Collected data entries:
§

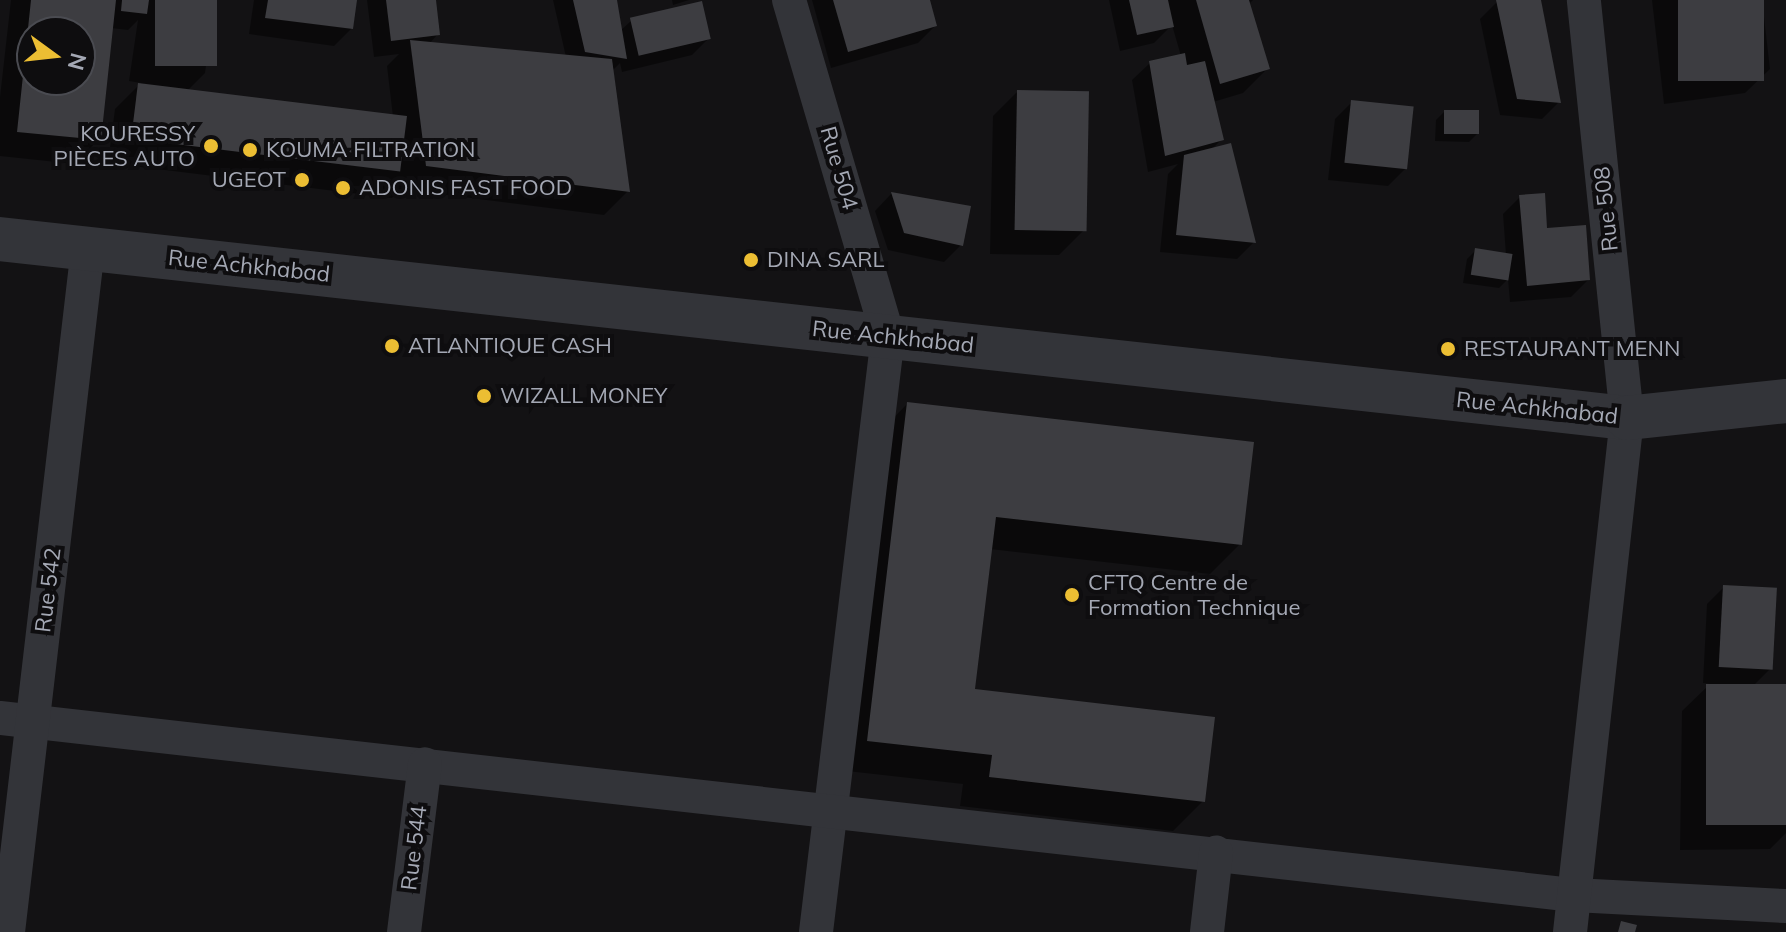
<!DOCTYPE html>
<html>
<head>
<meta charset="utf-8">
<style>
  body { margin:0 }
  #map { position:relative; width:1786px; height:932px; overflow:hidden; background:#131214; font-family:Mulish,sans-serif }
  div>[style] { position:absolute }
  .shadow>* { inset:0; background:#0007 }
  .building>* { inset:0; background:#3d3d41; transform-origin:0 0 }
  .minor>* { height:34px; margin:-17px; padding:0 17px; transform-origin:17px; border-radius:17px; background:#333439 }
  .tertiary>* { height:44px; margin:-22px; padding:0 22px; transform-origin:22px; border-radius:22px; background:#333439 }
  .dots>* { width:22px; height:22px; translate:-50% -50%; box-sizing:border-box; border:4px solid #0e0d0f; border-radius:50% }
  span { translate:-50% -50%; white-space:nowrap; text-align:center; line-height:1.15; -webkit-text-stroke:8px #0e0d0f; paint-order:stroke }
  .poi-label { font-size:22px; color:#a4a8b4 }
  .right { translate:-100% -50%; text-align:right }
  .left { translate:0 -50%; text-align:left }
  .street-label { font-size:22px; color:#a4a8b4 }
  .north { position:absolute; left:16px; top:16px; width:80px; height:80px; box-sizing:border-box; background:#0e0d0f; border:2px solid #4a4b51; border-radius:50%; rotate:105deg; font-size:22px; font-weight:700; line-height:32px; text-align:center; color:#a4a8b4 }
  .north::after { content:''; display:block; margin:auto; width:28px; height:36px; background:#ecbe33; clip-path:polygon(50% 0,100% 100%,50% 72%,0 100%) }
</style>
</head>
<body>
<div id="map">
  <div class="shadow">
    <div style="clip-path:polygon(evenodd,11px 0,215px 0,205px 73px,187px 91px,393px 117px,387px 66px,399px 54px,374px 57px,367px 0,434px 0,438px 34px,429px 44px,566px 57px,553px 0,615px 0,620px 31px,631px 21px,709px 38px,692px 55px,622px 72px,620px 63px,612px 71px,628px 191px,604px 215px,400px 189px,392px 198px,108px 163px,115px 109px,141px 83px,129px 81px,138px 20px,128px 30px,111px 28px,99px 139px,75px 164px,0 156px,0 97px,11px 0,32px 32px,80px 32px,80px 80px,32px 80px,32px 32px)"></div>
    <div style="clip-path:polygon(254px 0,355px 0,351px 29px,334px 46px,249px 34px)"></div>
    <div style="clip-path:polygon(672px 0,689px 0,673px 5px)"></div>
    <div style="clip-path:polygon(812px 0,928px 0,935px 26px,918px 43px,831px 68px)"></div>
    <div style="clip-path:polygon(1109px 0,1253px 0,1249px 4px,1268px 68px,1243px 93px,1213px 102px,1222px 139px,1211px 150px,1254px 242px,1237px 259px,1160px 252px,1168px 174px,1178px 164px,1148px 172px,1132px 80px,1150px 63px,1181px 56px,1172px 25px,1154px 43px,1120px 51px)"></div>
    <div style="clip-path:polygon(1508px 0,1539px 0,1559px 102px,1542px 119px,1500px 115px,1480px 19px,1497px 2px)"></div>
    <div style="clip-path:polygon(1652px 0,1762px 0,1770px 69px,1745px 93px,1664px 104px)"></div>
    <div style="clip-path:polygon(1017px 92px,1084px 230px,1059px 255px,990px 254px,993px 116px)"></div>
    <div style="clip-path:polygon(1352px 102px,1405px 169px,1388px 186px,1328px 180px,1335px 119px)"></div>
    <div style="clip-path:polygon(1444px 112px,1477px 134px,1469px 142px,1435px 141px,1436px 120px)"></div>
    <div style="clip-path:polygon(891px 194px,969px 208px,961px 245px,944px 262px,888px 250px,875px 211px)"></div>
    <div style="clip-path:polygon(1520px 197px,1588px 280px,1571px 297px,1510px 302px,1508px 279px,1499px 288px,1463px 283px,1467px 259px,1476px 250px,1506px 255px,1503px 214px)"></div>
    <div style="clip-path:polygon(907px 404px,1240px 544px,1210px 574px,990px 549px,973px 691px,1203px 801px,1173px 831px,960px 806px,963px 784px,838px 770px,878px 434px)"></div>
    <div style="clip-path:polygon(1724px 587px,1770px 669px,1753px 686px,1786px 686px,1786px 833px,1770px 849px,1680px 850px,1682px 711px,1710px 684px,1703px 683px,1707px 604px)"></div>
  </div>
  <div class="building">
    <div style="clip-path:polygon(evenodd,31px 0,116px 0,101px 140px,17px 132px,31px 0,32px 32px,80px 32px,80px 80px,32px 80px,32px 32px)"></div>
    <div style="clip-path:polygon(122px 0,149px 0,147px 14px,121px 11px)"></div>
    <div style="left:155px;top:0;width:62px;height:66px"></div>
    <div style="clip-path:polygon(268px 0,357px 0,353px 29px,265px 18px)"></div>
    <div style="clip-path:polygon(386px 0,436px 0,440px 35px,391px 41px)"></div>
    <div style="clip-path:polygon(573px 0,617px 0,627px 59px,585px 52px)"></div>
    <div style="clip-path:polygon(833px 0,930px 0,937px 26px,848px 52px)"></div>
    <div style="clip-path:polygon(1129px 0,1168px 0,1174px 27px,1137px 35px)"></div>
    <div style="clip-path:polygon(1196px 0,1249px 0,1270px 69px,1220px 84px)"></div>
    <div style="clip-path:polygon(1496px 0,1541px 0,1561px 103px,1517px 99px)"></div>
    <div style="left:1678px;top:0;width:86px;height:81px"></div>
    <div style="left:702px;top:1px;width:39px;height:74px;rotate:77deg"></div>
    <div style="clip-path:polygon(410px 40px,612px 59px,630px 192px,426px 166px)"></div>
    <div style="clip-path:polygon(1185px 53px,1187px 65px,1205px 61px,1224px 140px,1165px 156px,1149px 61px)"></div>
    <div style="left:138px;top:83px;width:271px;height:56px;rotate:7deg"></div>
    <div style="left:1017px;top:90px;width:72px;height:140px;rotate:1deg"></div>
    <div style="left:1351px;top:100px;width:63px;height:63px;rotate:6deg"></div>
    <div style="left:1444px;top:110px;width:35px;height:24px"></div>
    <div style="clip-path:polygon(1231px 143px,1256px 243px,1176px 235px,1184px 155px)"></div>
    <div style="clip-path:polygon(891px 192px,971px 206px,963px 246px,904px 233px)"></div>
    <div style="clip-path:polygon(1545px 193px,1547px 228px,1586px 225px,1590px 280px,1527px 286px,1519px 195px)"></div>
    <div style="left:1475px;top:248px;width:38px;height:27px;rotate:9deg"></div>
    <div style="clip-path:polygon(907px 402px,1254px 442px,1242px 545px,996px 517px,975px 689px,1215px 717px,1205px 802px,989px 777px,992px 755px,867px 741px)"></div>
    <div style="left:1723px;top:585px;width:54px;height:82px;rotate:3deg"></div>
    <div style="left:1786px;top:684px;width:141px;height:80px;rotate:90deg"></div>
    <div style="clip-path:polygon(1621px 921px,1637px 925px,1635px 932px,1618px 932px)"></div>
  </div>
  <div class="minor">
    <div style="left:789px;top:0;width:350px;rotate:73.6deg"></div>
    <div style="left:888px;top:336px;width:600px;rotate:96.89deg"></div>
    <div style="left:0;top:718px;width:1584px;rotate:6.42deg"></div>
    <div style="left:1574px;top:895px;width:212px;rotate:3deg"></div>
    <div style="left:8px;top:932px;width:689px;rotate:-83.33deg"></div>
    <div style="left:404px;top:932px;width:169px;rotate:-82.9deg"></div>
    <div style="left:1207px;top:932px;width:80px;rotate:-83.5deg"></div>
    <div style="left:1570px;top:932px;width:517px;rotate:-83.67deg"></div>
    <div style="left:1627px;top:418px;width:420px;rotate:-95.9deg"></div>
  </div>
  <div class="tertiary">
    <div style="left:0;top:239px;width:1637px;rotate:6.28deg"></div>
    <div style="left:1627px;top:418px;width:160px;rotate:-6.1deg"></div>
  </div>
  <div class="dots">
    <div style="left:211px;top:146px;background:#ecbe33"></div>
    <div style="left:250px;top:150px;background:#ecbe33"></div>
    <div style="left:302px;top:180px;background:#ecbe33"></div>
    <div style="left:343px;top:188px;background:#ecbe33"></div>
    <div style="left:751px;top:260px;background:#ecbe33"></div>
    <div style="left:392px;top:346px;background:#ecbe33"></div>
    <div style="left:1448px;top:349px;background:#ecbe33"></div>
    <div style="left:484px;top:396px;background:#ecbe33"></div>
    <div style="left:1072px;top:595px;background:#ecbe33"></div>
  </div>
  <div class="poi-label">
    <span class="right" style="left:195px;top:146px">KOURESSY<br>PIÈCES AUTO</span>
    <span class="left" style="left:266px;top:150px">KOUMA FILTRATION</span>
    <span class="right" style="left:286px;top:180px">UGEOT</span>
    <span class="left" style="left:359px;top:188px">ADONIS FAST FOOD</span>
    <span class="left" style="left:767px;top:260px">DINA SARL</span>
    <span class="left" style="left:408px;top:346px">ATLANTIQUE CASH</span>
    <span class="left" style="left:1464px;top:349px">RESTAURANT MENN</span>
    <span class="left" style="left:500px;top:396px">WIZALL MONEY</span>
    <span class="left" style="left:1088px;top:595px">CFTQ Centre de<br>Formation Technique</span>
  </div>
  <div class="street-label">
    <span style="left:839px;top:168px;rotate:74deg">Rue 504</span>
    <span style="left:1606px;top:209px;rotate:-96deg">Rue 508</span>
    <span style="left:249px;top:266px;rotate:6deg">Rue Achkhabad</span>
    <span style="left:893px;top:337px;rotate:6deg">Rue Achkhabad</span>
    <span style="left:1537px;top:408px;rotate:6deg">Rue Achkhabad</span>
    <span style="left:48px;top:590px;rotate:-83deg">Rue 542</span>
    <span style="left:414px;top:848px;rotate:-83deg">Rue 544</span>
  </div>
  <div class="north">N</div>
</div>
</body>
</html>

§

## TASK INSTRUCTIONS
Transcribe the entries above exactly, from their first line through the line with "width:22px; height:22px; translate:-50%", and omit all pictures.

## TASK RESULT
<!DOCTYPE html>
<html>
<head>
<meta charset="utf-8">
<style>
  body { margin:0 }
  #map { position:relative; width:1786px; height:932px; overflow:hidden; background:#131214; font-family:Mulish,sans-serif }
  div>[style] { position:absolute }
  .shadow>* { inset:0; background:#0007 }
  .building>* { inset:0; background:#3d3d41; transform-origin:0 0 }
  .minor>* { height:34px; margin:-17px; padding:0 17px; transform-origin:17px; border-radius:17px; background:#333439 }
  .tertiary>* { height:44px; margin:-22px; padding:0 22px; transform-origin:22px; border-radius:22px; background:#333439 }
  .dots>* { width:22px; height:22px; translate:-50% -50%; box-sizing:border-box; border:4px solid #0e0d0f; border-radius:50% }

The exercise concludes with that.